Au nom de quoi une banque peut-elle refuser un retrait à un titulaire d'un compte pourtant suffisamment approvisionné? Quelle somme maximum pouvez-vous retirer à votre distributeur? Faut-il prévenir en avance? Quels sont les mécanismes de contrôle en cas d'une demande jugée anormalement élevée?
«Vous avez atteint le maximum autorisé»
Vous ne connaissez peut-être pas son montant exact, mais une chose est sûre, si vous possédez une carte bancaire, vous avez un plafond de retrait: calculé de façon journalière, hebdomadaire (le plus souvent) et mensuelle, il a été déterminé en accord avec votre banquier lors de votre souscription, et précisé dans votre contrat de carte bancaire.Cela dit, ce plafond de retrait de carte de crédit est modifiable, il peut être relevé (ou baissé) si vous obtenez l'accord de votre conseiller bancaire. Fréquemment plus élevé (soit en valeur, soit en fréquence) pour les retraits d'espèces aux distributeurs de votre propre banque, il est aussi légèrement supérieur pour vos retraits à l'étranger.

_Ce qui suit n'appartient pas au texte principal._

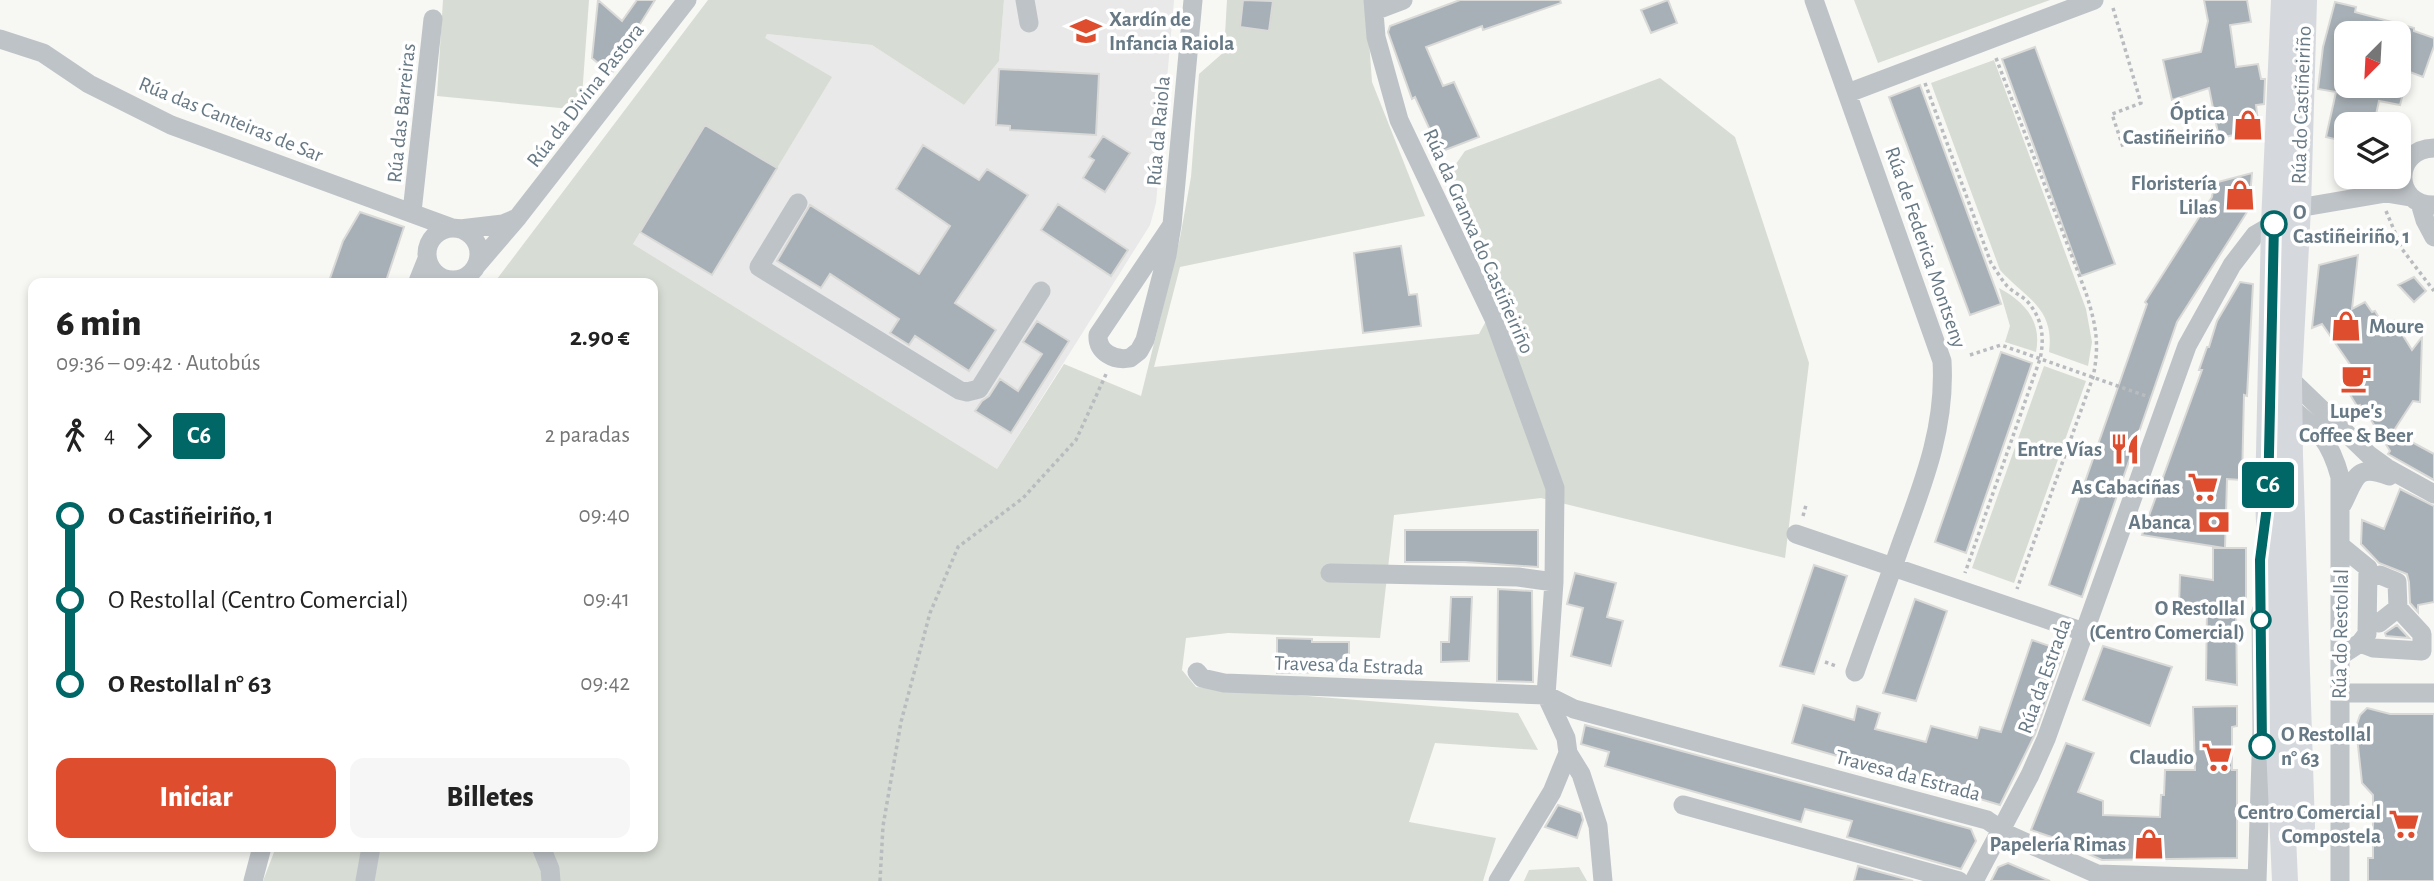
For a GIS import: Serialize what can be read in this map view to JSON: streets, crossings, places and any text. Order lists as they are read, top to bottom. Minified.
{"streets":{"main road":["Rúa do Castiñeiriño","Rúa do Restollal"],"street":["Rúa da Divina Pastora","Rúa das Barreiras","Rúa das Canteiras de Sar","Rúa da Raiola","Rúa da Granxa do Castiñeiriño","Rúa de Federica Montseny","Travesa da Estrada","Rúa da Estrada"]},"crossings":[["Rúa do Castiñeiriño","Rúa do Restollal"],["Rúa do Castiñeiriño","Rúa da Estrada"],["Rúa das Barreiras","Rúa das Canteiras de Sar"],["Rúa da Granxa do Castiñeiriño","Travesa da Estrada"],["Travesa da Estrada","Rúa da Estrada"]],"places":{"school or university":["Xardín de Infancia Raiola"],"shop":["Óptica Castiñeiriño","Floristería Lilas","Moure","Papelería Rimas"],"other":["O Castiñeiriño, 1","O Restollal (Centro Comercial)","O Restollal n° 63"],"cafe":["Lupe's Coffee & Beer"],"restaurant":["Entre Vías"],"supermarket":["As Cabaciñas","Claudio","Centro Comercial Compostela"],"bank":["Abanca"]},"lines":["bus line C6"],"north":"bottom left","page":{"on_map":"C6","heading":["6 min","09:36 – 09:42 · Autobús","2.90 €"],"legs":["4","C6","2 paradas"],"list":[{"name":"O Castiñeiriño, 1","value":"09:40"},{"name":"O Restollal (Centro Comercial)","value":"09:41"},{"name":"O Restollal n° 63","value":"09:42"}],"buttons":["Iniciar","Billetes"]}}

Il est proportionnel aux revenus, car de vos revenus dépend votre carte...
De 3000 à 15 000 euros par semaine
...et de votre carte dépend automatiquement votre plafond de retrait.Prenons l'exemple de la Société Générale. Si vous possédez la carte la plus basique, votre plafond, dans la limite du solde disponible de votre compte, est fixé à 3.050 euros maximum par période de 7 jours. Et à seulement 300 euros pour 7 jours dans les distributeurs des autres banque en France.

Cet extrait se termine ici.